-- Opening Marker --
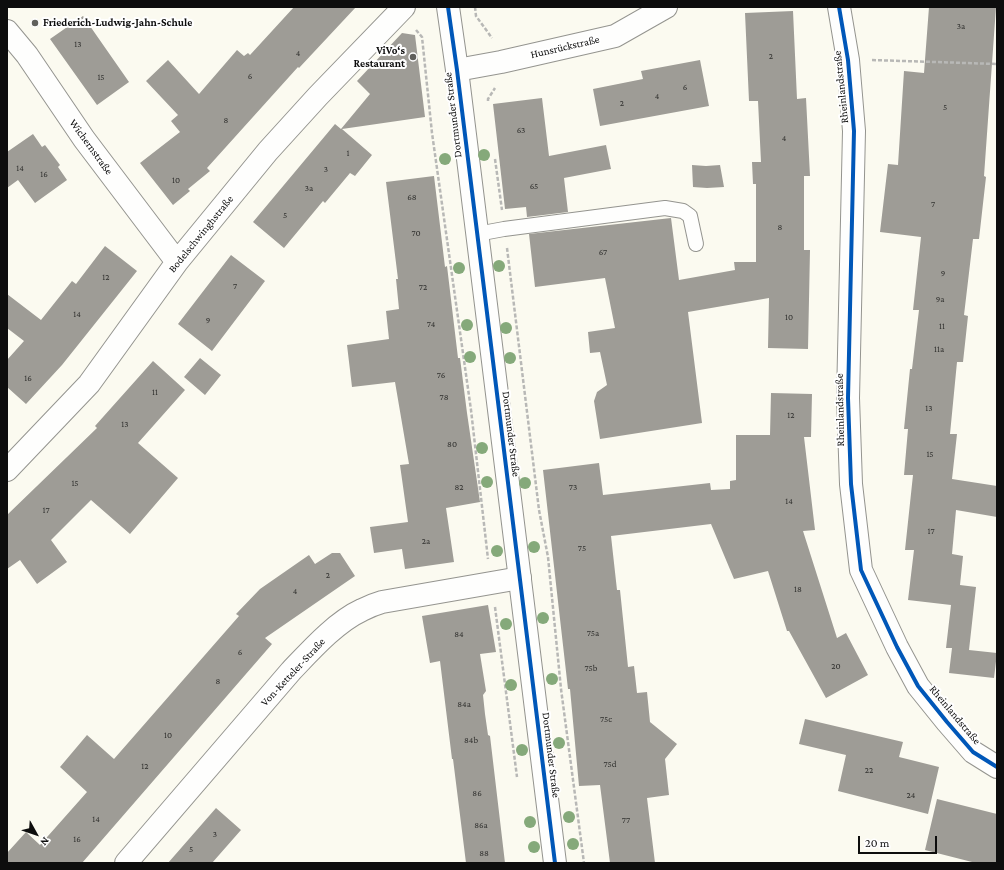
<!DOCTYPE html>
<html>
<head>
<meta charset="utf-8">
<style>
	body { margin:0 }
	#map { position:relative; width:1004px; height:870px; overflow:hidden; background:#fbfaf0; font-family:"Crimson Pro",serif }
	canvas { display:block }
	.frame { position:absolute; inset:0; border:8px solid #0d0d0d; pointer-events:none }
	.north { position:absolute; left:16px; top:814px; width:40px; height:40px; -webkit-text-stroke:3px #fff; paint-order:stroke; rotate:130deg; font-size:11px; font-weight:700; line-height:16px; text-align:center; color:#0d0d0d }
	.north::after { content:''; display:block; margin:auto; width:14px; height:18px; background:#0d0d0d; clip-path:polygon(50% 0,100% 100%,50% 72%,0 100%) }
	.scale { position:absolute; left:858px; top:836px; width:79px; height:18px; box-sizing:border-box; border:2px solid #0d0d0d; border-top:0; padding-left:5px; font-size:12px; line-height:14px; white-space:nowrap; color:#0d0d0d; -webkit-text-stroke:3px #fff; paint-order:stroke }
</style>
</head>
<body>
<div id="map">
<canvas width="1004" height="870"></canvas>
<div class="frame"></div>
<div class="north">N</div>
<div class="scale">20 m</div>
</div>
<script>
const context = document.querySelector('canvas').getContext('2d');
context.lineJoin = 'round';
function fill(path, color) { context.fillStyle = color; context.fill(path, 'evenodd'); }
function trace(path, color, width, dash) { context.strokeStyle = color; context.lineWidth = width; context.lineCap = dash ? 'butt' : 'round'; context.setLineDash(dash || []); context.stroke(path); }
function label(font, color, halo, rows, align = 'center') {
  context.font = font + ' "Crimson Pro",serif'; context.lineWidth = 4; context.setLineDash([]); context.textBaseline = 'middle'; context.strokeStyle = halo; context.fillStyle = color; for (const [text, x, y, turn = 0] of rows) {
    context.save(); context.translate(x, y); context.rotate((+turn || 0) * Math.PI / 180); context.textAlign = isNaN(turn) ? turn : align; if (halo) context.strokeText(text, 0, 0); context.fillText(text, 0, 0); context.restore();
  }
}
fill(new Path2D(`
	M 294,7 L 356,7 L 299,68 L 298,67 L 207,168 L 210,171 L 188,189 L 190,191 L 173,205 L 140,163 L 180,132 L 171,121 L 178,115 L 146,81 L 168,60 L 199,94 L 237,50 L 244,56 L 248,53 L 250,55 Z
	M 929,7 L 996,7 L 984,176 L 986,177 L 979,239 L 973,239 L 964,315 L 968,316 L 963,362 L 957,362 L 950,434 L 957,434 L 952,479 L 997,486 L 997,517 L 956,510 L 952,554 L 963,556 L 960,585 L 976,587 L 969,650 L 997,653 L 994,678 L 949,673 L 952,648 L 946,648 L 951,605 L 908,600 L 914,550 L 905,550 L 913,475 L 904,475 L 908,429 L 904,429 L 910,369 L 912,369 L 919,310 L 913,310 L 921,237 L 880,232 L 888,164 L 898,165 L 904,71 L 924,73 Z
	M 793,11 L 797,99 L 806,98 L 810,176 L 804,176 L 804,250 L 810,250 L 808,349 L 768,348 L 769,298 L 688,312 L 702,423 L 600,439 L 594,401 L 597,392 L 607,385 L 600,352 L 590,353 L 588,332 L 615,328 L 605,278 L 535,287 L 529,234 L 671,218 L 679,280 L 735,270 L 734,262 L 756,262 L 756,184 L 753,184 L 752,162 L 761,162 L 758,101 L 749,101 L 745,13 Z
	M 83,16 L 129,82 L 97,105 L 50,39 Z
	M 402,33 L 415,35 L 425,117 L 342,129 L 372,155 L 355,176 L 350,173 L 325,203 L 323,201 L 284,248 L 253,222 L 335,124 L 341,129 L 370,94 L 357,81 Z
	M 700,60 L 709,106 L 600,126 L 593,89 L 643,79 L 641,71 Z
	M 542,98 L 549,156 L 606,145 L 611,169 L 564,178 L 568,212 L 527,217 L 526,207 L 505,209 L 493,104 Z
	M 33,134 L 42,147 L 45,145 L 60,165 L 58,167 L 67,180 L 35,203 L 18,180 L 7,188 L 7,152 Z
	M 692,165 L 706,166 L 720,165 L 724,187 L 707,188 L 693,187 Z
	M 434,176 L 445,267 L 447,266 L 458,358 L 460,358 L 467,413 L 480,502 L 446,508 L 454,562 L 405,569 L 402,549 L 374,553 L 370,527 L 408,522 L 400,465 L 409,464 L 395,382 L 352,387 L 347,345 L 389,339 L 386,311 L 399,309 L 396,279 L 398,279 L 386,182 Z
	M 105,246 L 137,271 L 62,365 L 26,404 L 7,387 L 7,360 L 24,341 L 7,328 L 7,294 L 41,320 L 72,281 L 76,284 Z
	M 231,255 L 265,281 L 212,351 L 178,324 Z
	M 200,358 L 221,375 L 205,395 L 184,377 Z
	M 153,361 L 185,390 L 138,443 L 178,478 L 130,534 L 91,500 L 51,540 L 67,562 L 37,584 L 20,560 L 7,569 L 7,515 L 97,428 L 95,426 Z
	M 771,393 L 812,394 L 811,437 L 804,437 L 815,530 L 803,531 L 837,638 L 846,633 L 868,675 L 826,698 L 789,631 L 787,631 L 768,571 L 734,579 L 711,524 L 611,536 L 617,590 L 620,590 L 628,667 L 634,666 L 637,693 L 647,692 L 650,722 L 677,744 L 665,759 L 669,795 L 647,798 L 655,863 L 610,863 L 600,785 L 579,786 L 570,689 L 568,689 L 543,470 L 599,463 L 603,495 L 710,483 L 711,490 L 730,489 L 730,481 L 736,480 L 736,435 L 770,435 Z
	M 332,553 L 340,553 L 355,576 L 265,638 L 272,644 L 82,863 L 7,863 L 7,853 L 26,832 L 40,845 L 87,792 L 60,767 L 87,735 L 114,759 L 239,616 L 236,614 L 260,589 L 309,555 L 315,564 Z
	M 488,605 L 496,652 L 480,654 L 486,691 L 483,695 L 485,714 L 488,735 L 490,736 L 505,863 L 466,863 L 453,759 L 452,759 L 440,661 L 430,663 L 422,616 Z
	M 805,719 L 903,742 L 899,757 L 939,767 L 928,814 L 838,791 L 846,755 L 799,744 Z
	M 937,799 L 997,814 L 997,863 L 976,863 L 925,850 Z
	M 216,808 L 241,830 L 212,863 L 168,863 Z`), '#9e9c96');
const service = new Path2D(`
	M 477,234 L 504,229 L 665,208 L 683,211 L 690,216 L 696,244`);
const minor = new Path2D(`
	M 839,7 L 848,60 L 854,131 L 848,398 L 851,484 L 861,570 L 897,647 L 918,686 L 947,722 L 973,752 L 997,767
	M 7,31 L 27,55 L 84,139 L 177,262
	M 457,70 L 501,62 L 615,36 L 666,7
	M 7,470 L 89,384 L 177,262 L 268,151 L 318,96 L 404,7
	M 126,863 L 291,671 C 311,650 336,622 362,610 C 368,607 375,604 382,602 L 520,578`);
const tertiary = new Path2D(`
	M 448,7 L 457,70 L 555,863`);
trace(service, '#94948f', 16);
trace(minor, '#94948f', 24);
trace(tertiary, '#94948f', 24);
trace(new Path2D(`
	M 475,7 L 476,16 L 492,38
	M 416,30 L 422,37 L 432,133 L 471,410 L 488,559
	M 872,60 L 997,64
	M 488,101 L 488,99 L 495,88
	M 495,159 L 502,210
	M 507,248 L 539,510 L 548,557 L 561,689 L 584,863
	M 495,607 L 517,777`), '#b8b8b6', 2.5, [4, 2]);
trace(service, '#fefefd', 14);
trace(minor, '#fefefd', 22);
trace(tertiary, '#fefefd', 22);
trace(new Path2D(`
	M 448,7 L 457,70 L 555,863
	M 839,7 L 848,60 L 854,131 L 848,398 L 851,484 L 861,570 L 897,647 L 918,686 L 947,722 L 973,752 L 997,767`), '#0057b8', 4);
context.fillStyle = '#85a97a';
for (const [x, y] of [
	[484,155],
	[445,159],
	[499,266],
	[459,268],
	[467,325],
	[506,328],
	[470,357],
	[510,358],
	[482,448],
	[487,482],
	[525,483],
	[534,547],
	[497,551],
	[543,618],
	[506,624],
	[552,679],
	[511,685],
	[559,743],
	[522,750],
	[569,817],
	[530,822],
	[573,844],
	[534,847]
]) { context.beginPath(); context.arc(x, y, 6, 0, 2 * Math.PI); context.fill(); }
for (const [x, y, r, color] of [
	[35,23,4,"#60605c"],
	[413,57,4,"#60605c"]
]) { const dot = new Path2D(); dot.arc(x, y, r, 0, 2 * Math.PI); context.fillStyle = color; context.fill(dot); trace(dot, '#fff', 1.5); }
label('9px', '#31312f', null, [
	["3a",961,26],
	["13",78,44],
	["4",298,53],
	["2",771,56],
	["6",250,76],
	["15",101,77],
	["6",685,87],
	["4",657,96],
	["2",622,103],
	["5",945,107],
	["8",226,120],
	["63",521,130],
	["4",784,138],
	["1",348,153],
	["14",20,168],
	["3",326,169],
	["16",44,174],
	["10",176,180],
	["65",534,186],
	["3a",309,188],
	["68",412,197],
	["7",933,204],
	["5",285,215],
	["8",780,227],
	["70",416,233],
	["67",603,252],
	["9",943,273],
	["12",106,277],
	["7",235,286],
	["72",423,287],
	["9a",940,299],
	["14",77,314],
	["10",789,317],
	["9",208,320],
	["74",431,324],
	["11",942,326],
	["11a",939,349],
	["76",441,375],
	["16",28,378],
	["11",155,392],
	["78",444,397],
	["13",929,408],
	["12",791,415],
	["13",125,424],
	["80",452,444],
	["15",930,454],
	["15",75,483],
	["82",459,487],
	["73",573,487],
	["14",789,501],
	["17",46,510],
	["17",931,531],
	["2a",426,541],
	["75",582,548],
	["2",328,575],
	["18",798,589],
	["4",295,591],
	["75a",593,633],
	["84",459,634],
	["6",240,652],
	["20",836,666],
	["75b",591,668],
	["8",218,681],
	["84a",464,704],
	["75c",606,719],
	["10",168,735],
	["84b",471,740],
	["75d",610,764],
	["12",145,766],
	["22",869,770],
	["86",477,793],
	["24",911,795],
	["14",96,819],
	["77",626,820],
	["86a",481,825],
	["3",215,834],
	["16",77,839],
	["5",191,849],
	["88",484,853]
]);
label('bold 11px', '#0d0d0d', '#fff', [
	["Friederich-Ludwig-Jahn-Schule",43,23],
	["ViVo‘s",405,51,"right"],
	["Restaurant",405,64,"right"]
], 'left');
label('11px', '#0d0d0d', '#fff', [
	["Hunsrückstraße",565,47,-13],
	["Rheinlandstraße",841,87,-96],
	["Dortmunder Straße",453,115,-97],
	["Wichernstraße",91,147,54],
	["Bodelschwinghstraße",201,234,-51],
	["Rheinlandstraße",840,410,-91],
	["Dortmunder Straße",511,434,83],
	["Von-Ketteler-Straße",293,672,-47],
	["Rheinlandstraße",955,715,50],
	["Dortmunder Straße",551,755,83]
]);
</script>
</body>
</html>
-- Closing Marker --
WHAT YOU HAVE TO DO - Every line above from the line with "const tertiary = new" to the line with "trace(service, '#fefefd', 14);" is wanted, ends included; write them out exactly and add no other line.

TASK ANSWER -
const tertiary = new Path2D(`
	M 448,7 L 457,70 L 555,863`);
trace(service, '#94948f', 16);
trace(minor, '#94948f', 24);
trace(tertiary, '#94948f', 24);
trace(new Path2D(`
	M 475,7 L 476,16 L 492,38
	M 416,30 L 422,37 L 432,133 L 471,410 L 488,559
	M 872,60 L 997,64
	M 488,101 L 488,99 L 495,88
	M 495,159 L 502,210
	M 507,248 L 539,510 L 548,557 L 561,689 L 584,863
	M 495,607 L 517,777`), '#b8b8b6', 2.5, [4, 2]);
trace(service, '#fefefd', 14);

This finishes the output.